*MATERIAL SHOWN:*
§ §
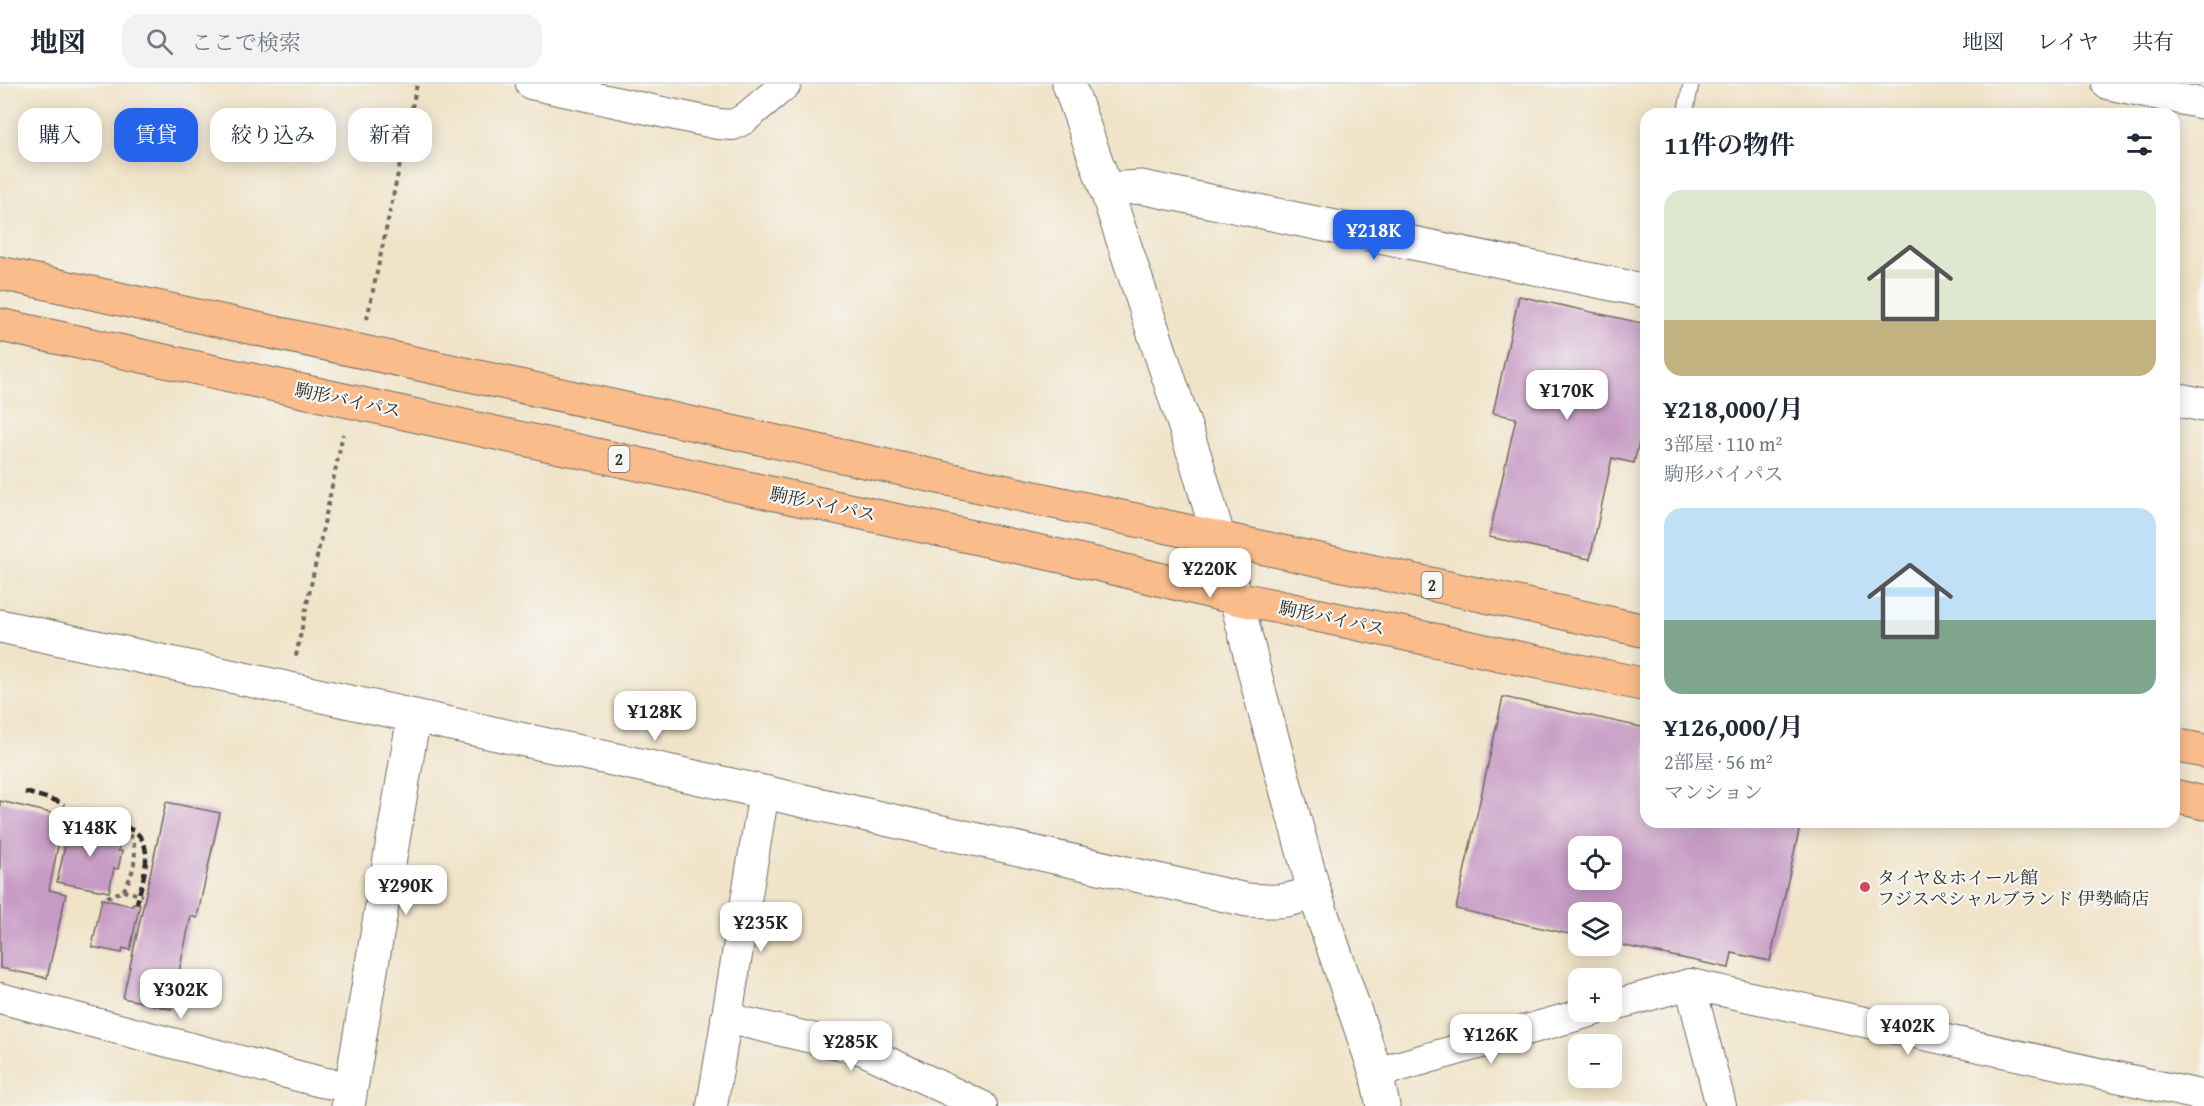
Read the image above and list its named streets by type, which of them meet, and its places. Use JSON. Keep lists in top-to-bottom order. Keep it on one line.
{"streets":{"main road":["駒形バイパス","2"]},"places":["タイヤ＆ホイール館 フジスペシャルブランド 伊勢崎店"],"page":{"header":"地図","search":"ここで検索","nav":["地図","レイヤ","共有"],"chip":["購入","賃貸","絞り込み","新着"],"heading":"11件の物件","list":[{"name":"¥218,000/月","note":"3部屋 · 110 m² · 駒形バイパス"},{"name":"¥126,000/月","note":"2部屋 · 56 m² · マンション"}],"price":["¥218K","¥170K","¥220K","¥128K","¥148K","¥290K","¥235K","¥302K","¥402K","¥126K","¥285K"],"map_buttons":["+","−"]}}
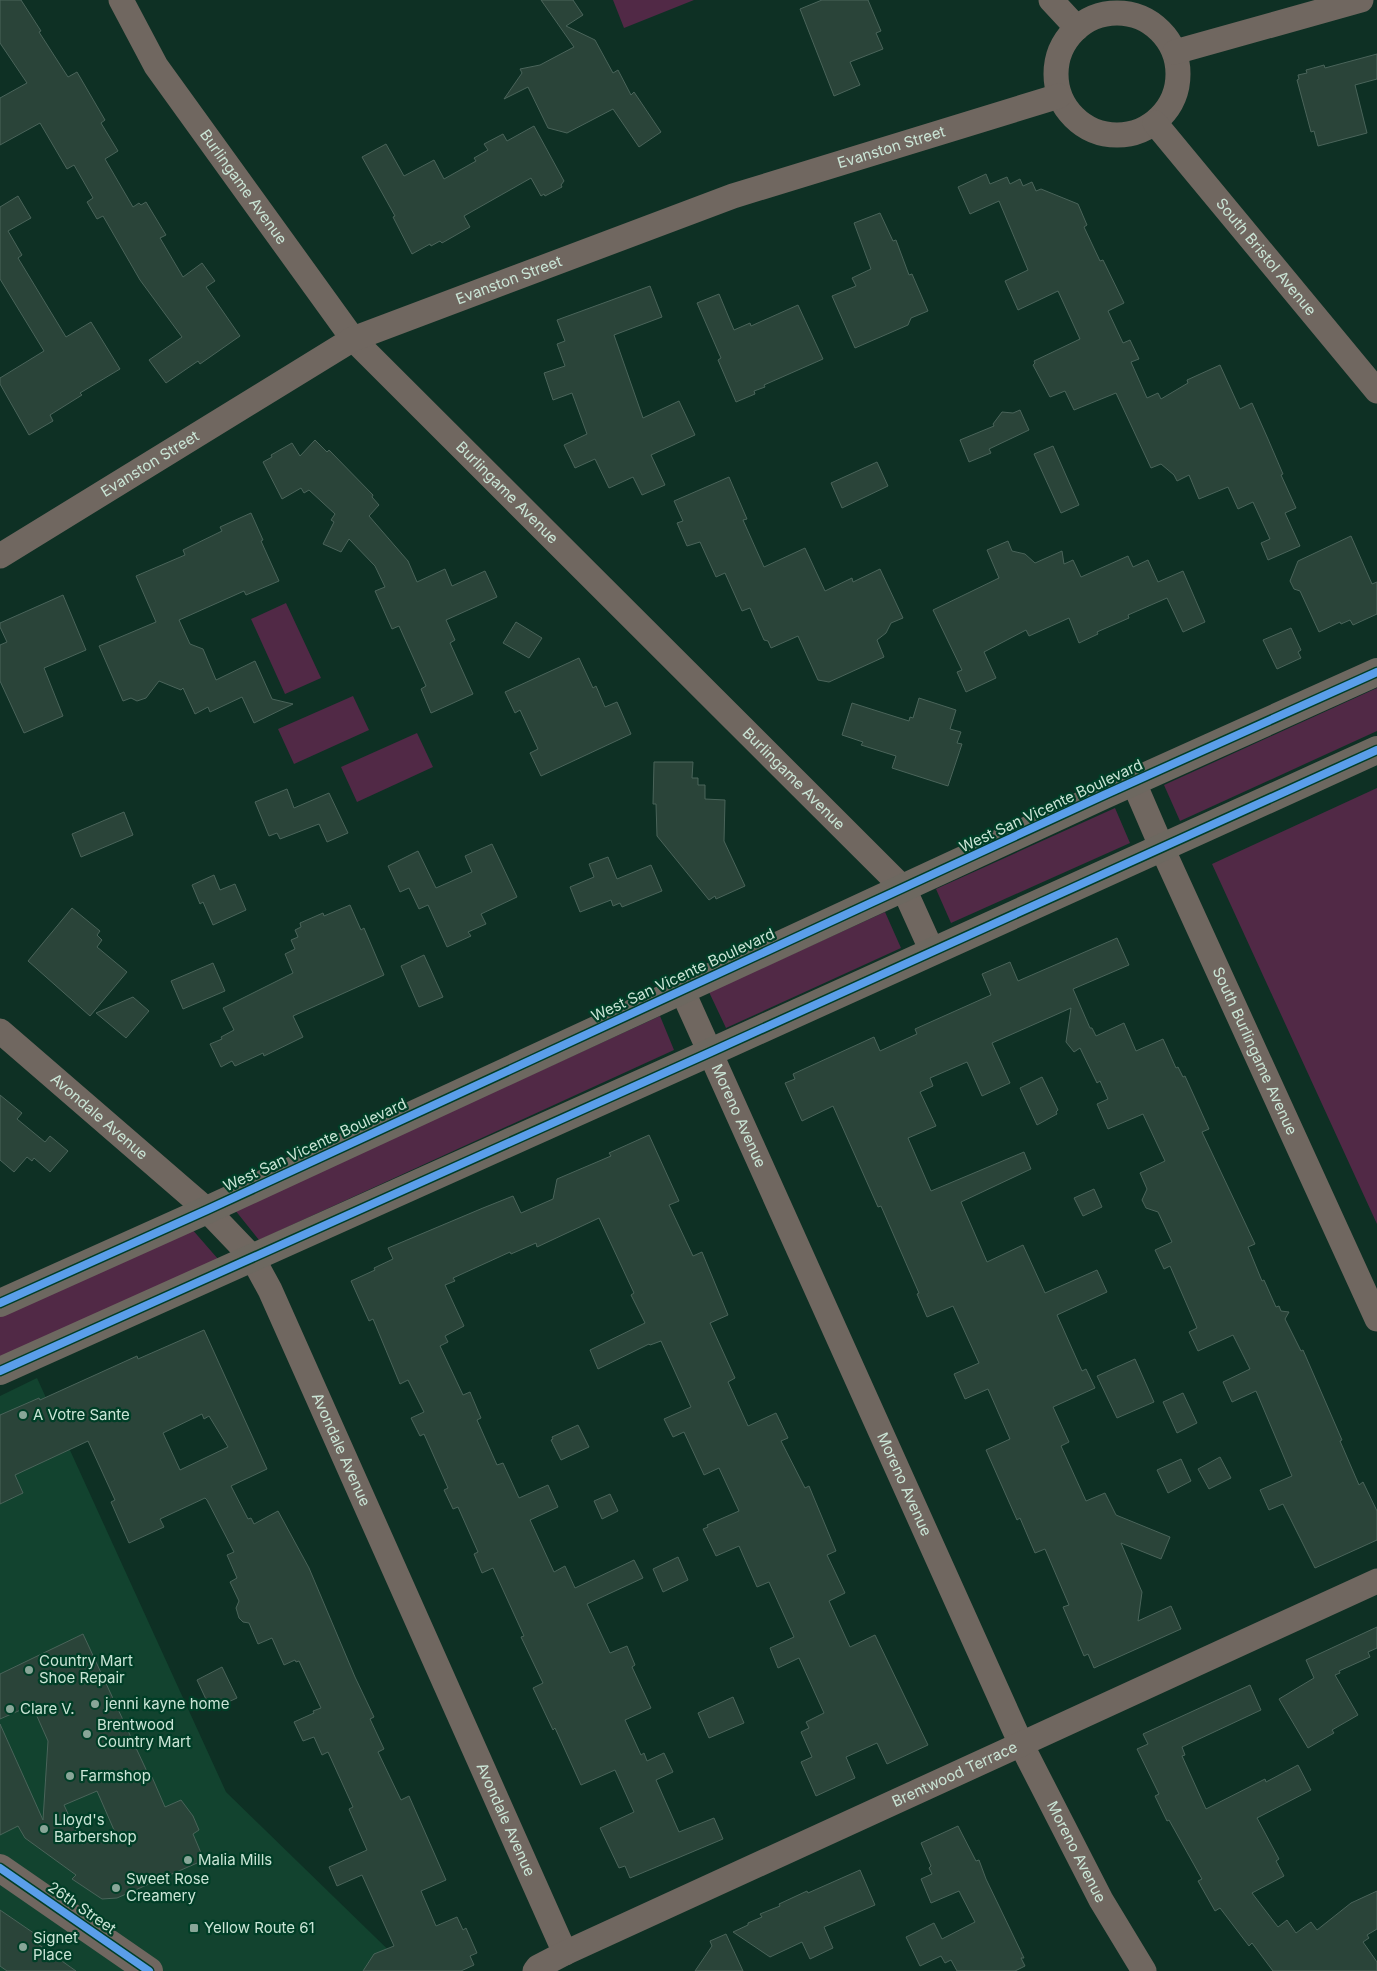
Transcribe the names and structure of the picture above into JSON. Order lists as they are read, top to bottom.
{
  "streets": {
    "main road": ["West San Vicente Boulevard"],
    "street": [
      "Evanston Street",
      "Burlingame Avenue",
      "South Bristol Avenue",
      "South Burlingame Avenue",
      "Moreno Avenue",
      "Avondale Avenue",
      "Brentwood Terrace",
      "26th Street"
    ]
  },
  "crossings": [
    ["Evanston Street", "Burlingame Avenue"],
    ["Evanston Street", "South Bristol Avenue"],
    ["Burlingame Avenue", "West San Vicente Boulevard"],
    ["West San Vicente Boulevard", "South Burlingame Avenue"],
    ["West San Vicente Boulevard", "Moreno Avenue"],
    ["West San Vicente Boulevard", "Avondale Avenue"],
    ["Moreno Avenue", "Brentwood Terrace"],
    ["Avondale Avenue", "Brentwood Terrace"]
  ],
  "places": {
    "other": [
      "A Votre Sante",
      "Country Mart Shoe Repair",
      "jenni kayne home",
      "Clare V.",
      "Brentwood Country Mart",
      "Farmshop",
      "Lloyd's Barbershop",
      "Malia Mills",
      "Sweet Rose Creamery",
      "Signet Place"
    ],
    "transit": ["Yellow Route 61"]
  }
}
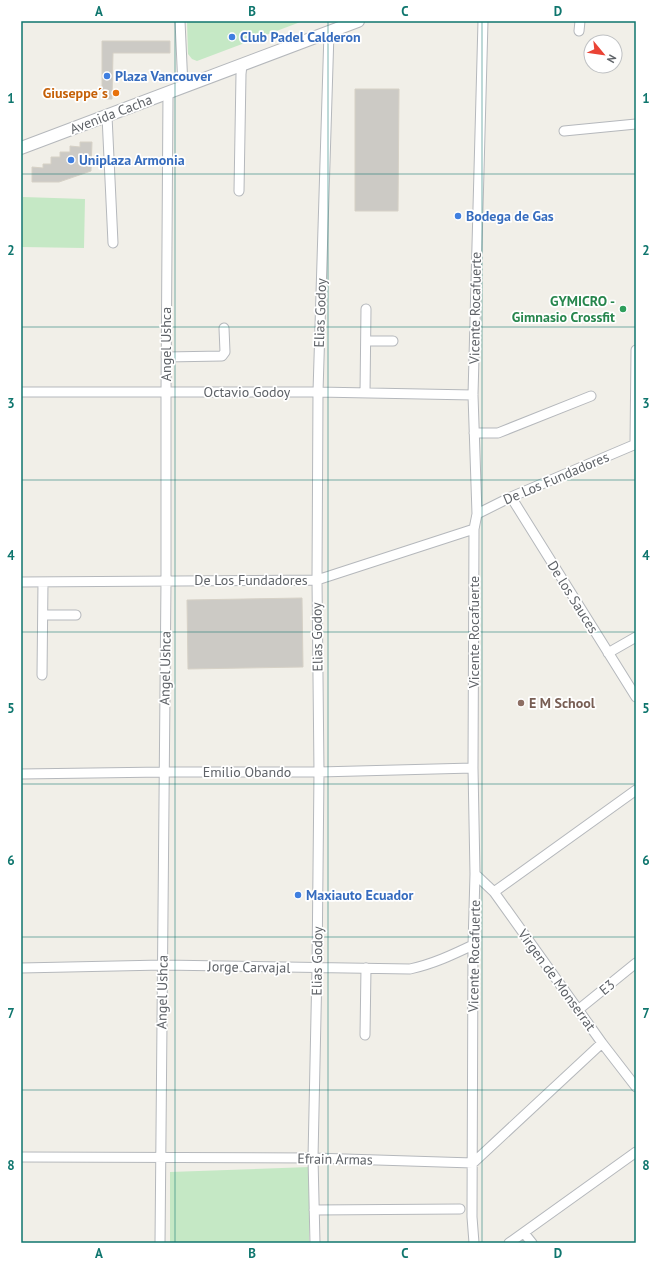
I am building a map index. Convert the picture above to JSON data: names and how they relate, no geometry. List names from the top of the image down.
§ §
*YOUR TASK:* For each entry, repeat its text exactly and leave out any picture it holds.

*TASK RESPONSE:*
Read the image above and list its named streets by type, which of them meet, and its places. Use JSON. Keep lists in top-to-bottom order. Keep it on one line.
{"streets":{"main road":["駒形バイパス","2"]},"places":["タイヤ＆ホイール館 フジスペシャルブランド 伊勢崎店"],"page":{"header":"地図","search":"ここで検索","nav":["地図","レイヤ","共有"],"chip":["購入","賃貸","絞り込み","新着"],"heading":"11件の物件","list":[{"name":"¥218,000/月","note":"3部屋 · 110 m² · 駒形バイパス"},{"name":"¥126,000/月","note":"2部屋 · 56 m² · マンション"}],"price":["¥218K","¥170K","¥220K","¥128K","¥148K","¥290K","¥235K","¥302K","¥402K","¥126K","¥285K"],"map_buttons":["+","−"]}}
Transcribe the names and structure of the picture above into JSON. Order lists as they are read, top to bottom.
{
  "streets": {
    "main road": ["West San Vicente Boulevard"],
    "street": [
      "Evanston Street",
      "Burlingame Avenue",
      "South Bristol Avenue",
      "South Burlingame Avenue",
      "Moreno Avenue",
      "Avondale Avenue",
      "Brentwood Terrace",
      "26th Street"
    ]
  },
  "crossings": [
    ["Evanston Street", "Burlingame Avenue"],
    ["Evanston Street", "South Bristol Avenue"],
    ["Burlingame Avenue", "West San Vicente Boulevard"],
    ["West San Vicente Boulevard", "South Burlingame Avenue"],
    ["West San Vicente Boulevard", "Moreno Avenue"],
    ["West San Vicente Boulevard", "Avondale Avenue"],
    ["Moreno Avenue", "Brentwood Terrace"],
    ["Avondale Avenue", "Brentwood Terrace"]
  ],
  "places": {
    "other": [
      "A Votre Sante",
      "Country Mart Shoe Repair",
      "jenni kayne home",
      "Clare V.",
      "Brentwood Country Mart",
      "Farmshop",
      "Lloyd's Barbershop",
      "Malia Mills",
      "Sweet Rose Creamery",
      "Signet Place"
    ],
    "transit": ["Yellow Route 61"]
  }
}
I am building a map index. Convert the picture above to JSON data: names and how they relate, no geometry. List names from the top of the image down.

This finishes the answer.